++++ The records ++++

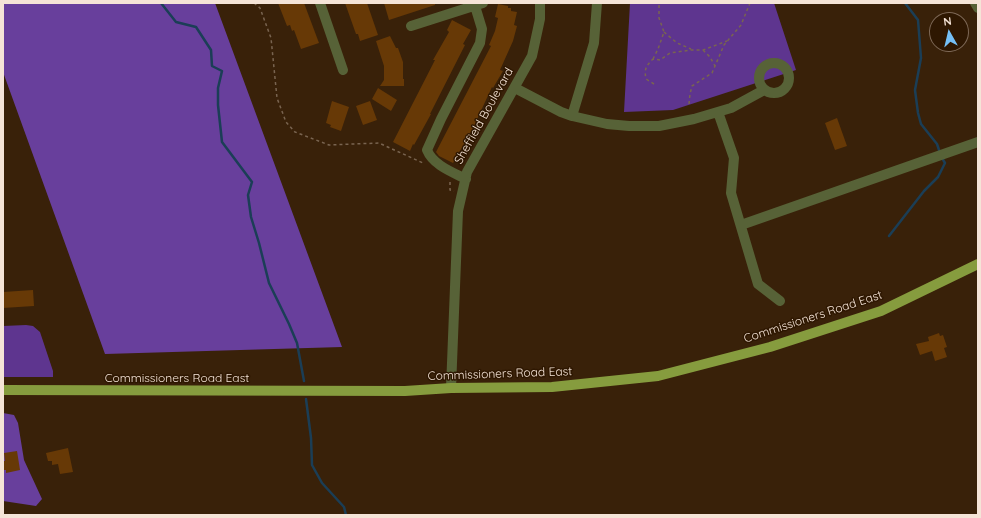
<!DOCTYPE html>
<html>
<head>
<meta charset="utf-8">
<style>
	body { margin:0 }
	#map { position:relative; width:981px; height:518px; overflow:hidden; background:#392109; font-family:Quicksand,sans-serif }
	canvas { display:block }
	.frame { position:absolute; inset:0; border:4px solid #f5e4d7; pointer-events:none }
	.north { position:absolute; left:929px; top:12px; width:40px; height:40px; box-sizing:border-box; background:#2e1701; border:1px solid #7e6957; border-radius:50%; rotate:352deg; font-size:11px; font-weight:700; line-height:16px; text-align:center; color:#f5e4d7 }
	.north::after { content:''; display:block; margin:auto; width:14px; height:18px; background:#75c0f6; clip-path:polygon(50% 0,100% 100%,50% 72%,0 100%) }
</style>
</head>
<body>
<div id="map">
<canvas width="981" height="518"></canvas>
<div class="frame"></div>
<div class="north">N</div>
</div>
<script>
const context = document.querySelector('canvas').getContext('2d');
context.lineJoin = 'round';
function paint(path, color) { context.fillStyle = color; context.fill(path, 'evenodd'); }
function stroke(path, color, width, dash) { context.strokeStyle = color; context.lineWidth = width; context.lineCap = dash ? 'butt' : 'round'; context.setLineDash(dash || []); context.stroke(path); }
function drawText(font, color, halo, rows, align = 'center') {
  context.font = font + ' Quicksand,sans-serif'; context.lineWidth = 3; context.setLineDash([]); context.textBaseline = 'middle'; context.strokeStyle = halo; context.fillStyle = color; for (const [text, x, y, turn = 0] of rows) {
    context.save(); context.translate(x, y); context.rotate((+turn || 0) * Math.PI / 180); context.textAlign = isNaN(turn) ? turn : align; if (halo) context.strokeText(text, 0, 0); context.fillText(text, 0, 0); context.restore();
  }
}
paint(new Path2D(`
	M630,3H774L796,70L673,110L624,112Z
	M26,325L33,326L40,332L53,371V377H3V326Z`), '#5e358f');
paint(new Path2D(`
	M3,3H215L342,347L105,354L3,72Z
	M3,413L14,415L18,423L24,460L42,499L36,506L3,501Z`), '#683f9c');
stroke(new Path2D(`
	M161,3L176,22L196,27L211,50L212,66L222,71L218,88V105L222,142L252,182L248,195L251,217L259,243L269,283L289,324L297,343L304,381
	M905,3L918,20L921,58L915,90L918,113L921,124L937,144L940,153
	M889,236L924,191L938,177L945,163L942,158
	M306,399L311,438L312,465L322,483L344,507L346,515`), '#1b3e56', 2.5);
paint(new Path2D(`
	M278,3H304L319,43L301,49L294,30L292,31L290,25L287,26Z
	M345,3H367L378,35L360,41L358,34H356Z
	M384,3H435V5L389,20Z
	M498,4L508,6V8H511V11L517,12L514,25L517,26L513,41L500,70L503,71L493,88L492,87L472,130L453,163L439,156L436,152L491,46L489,45L495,31L498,18L495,17Z
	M452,20L471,30L463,44L465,45L430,114H431L414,145L413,144L410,151L393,142L435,60H433L449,32L447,30Z
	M390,36L396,48H398L403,62V79H404V86H380L384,80V66L376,41Z
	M378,88L397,100L391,111L372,99Z
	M332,101L349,107L341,131L330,127L331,125L326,123Z
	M370,101L377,120L363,125L356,106Z
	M837,118L847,146L835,150L825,123Z
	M33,290L34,306L3,308V292Z
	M939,333L940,336L943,335L947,347L944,348L947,357L935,361L932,351L920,355L916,344L929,341L928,337Z
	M68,448L73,472L60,474L58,464L52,465V461H48L46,453Z
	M17,451L20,470L6,473V470H4L3,464V461H5L4,453Z`), '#673906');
stroke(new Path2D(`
	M254,3L260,8L271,38L277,98L286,122L295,132L329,145L379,143L423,163
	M664,32L677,43L691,49
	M703,50L710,57L715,66
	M653,59L658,49L664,32L659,18V3
	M654,84L646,79C644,69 646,66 653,59L660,60L670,53L691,50H703L727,41
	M689,104L690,94L692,86L712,73L724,45L741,25L750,3
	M450,182V190L454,191`), '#796450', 1.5, [3, 3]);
stroke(new Path2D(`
	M320,3L343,70
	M975,3L978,8
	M411,26L483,3
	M759 78a15 15 0 1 1 30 0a15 15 0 1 1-30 0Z
	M515,88L561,112L572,116L607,124L629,126H659L694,119L731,108L764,90
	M718,112L734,158L731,193L758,284L780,301
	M572,116L594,43L597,3
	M466,179C452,172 433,165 427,150L441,119L480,43L482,29L475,6
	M741,225L978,142
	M451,388L458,211L467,172L532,56L540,19V3`), '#576237', 10);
stroke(new Path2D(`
	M3,390L405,391L451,388L552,387L658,376L770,347L881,311L978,264`), '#869c3e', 10);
drawText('12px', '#f5e4d7', '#2e1701', [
	["Sheffield Boulevard",484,116,-61],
	["Commissioners Road East",813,317,-18],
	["Commissioners Road East",500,374,-2],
	["Commissioners Road East",177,378]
]);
</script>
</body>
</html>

++++

(What is being asked) Each line from the start of the entries above through the line with "M889,236L924,191L938,177L945,163L942,158" should be duplicated exactly, leaving out the pictures.

(Task result)
<!DOCTYPE html>
<html>
<head>
<meta charset="utf-8">
<style>
	body { margin:0 }
	#map { position:relative; width:981px; height:518px; overflow:hidden; background:#392109; font-family:Quicksand,sans-serif }
	canvas { display:block }
	.frame { position:absolute; inset:0; border:4px solid #f5e4d7; pointer-events:none }
	.north { position:absolute; left:929px; top:12px; width:40px; height:40px; box-sizing:border-box; background:#2e1701; border:1px solid #7e6957; border-radius:50%; rotate:352deg; font-size:11px; font-weight:700; line-height:16px; text-align:center; color:#f5e4d7 }
	.north::after { content:''; display:block; margin:auto; width:14px; height:18px; background:#75c0f6; clip-path:polygon(50% 0,100% 100%,50% 72%,0 100%) }
</style>
</head>
<body>
<div id="map">
<canvas width="981" height="518"></canvas>
<div class="frame"></div>
<div class="north">N</div>
</div>
<script>
const context = document.querySelector('canvas').getContext('2d');
context.lineJoin = 'round';
function paint(path, color) { context.fillStyle = color; context.fill(path, 'evenodd'); }
function stroke(path, color, width, dash) { context.strokeStyle = color; context.lineWidth = width; context.lineCap = dash ? 'butt' : 'round'; context.setLineDash(dash || []); context.stroke(path); }
function drawText(font, color, halo, rows, align = 'center') {
  context.font = font + ' Quicksand,sans-serif'; context.lineWidth = 3; context.setLineDash([]); context.textBaseline = 'middle'; context.strokeStyle = halo; context.fillStyle = color; for (const [text, x, y, turn = 0] of rows) {
    context.save(); context.translate(x, y); context.rotate((+turn || 0) * Math.PI / 180); context.textAlign = isNaN(turn) ? turn : align; if (halo) context.strokeText(text, 0, 0); context.fillText(text, 0, 0); context.restore();
  }
}
paint(new Path2D(`
	M630,3H774L796,70L673,110L624,112Z
	M26,325L33,326L40,332L53,371V377H3V326Z`), '#5e358f');
paint(new Path2D(`
	M3,3H215L342,347L105,354L3,72Z
	M3,413L14,415L18,423L24,460L42,499L36,506L3,501Z`), '#683f9c');
stroke(new Path2D(`
	M161,3L176,22L196,27L211,50L212,66L222,71L218,88V105L222,142L252,182L248,195L251,217L259,243L269,283L289,324L297,343L304,381
	M905,3L918,20L921,58L915,90L918,113L921,124L937,144L940,153
	M889,236L924,191L938,177L945,163L942,158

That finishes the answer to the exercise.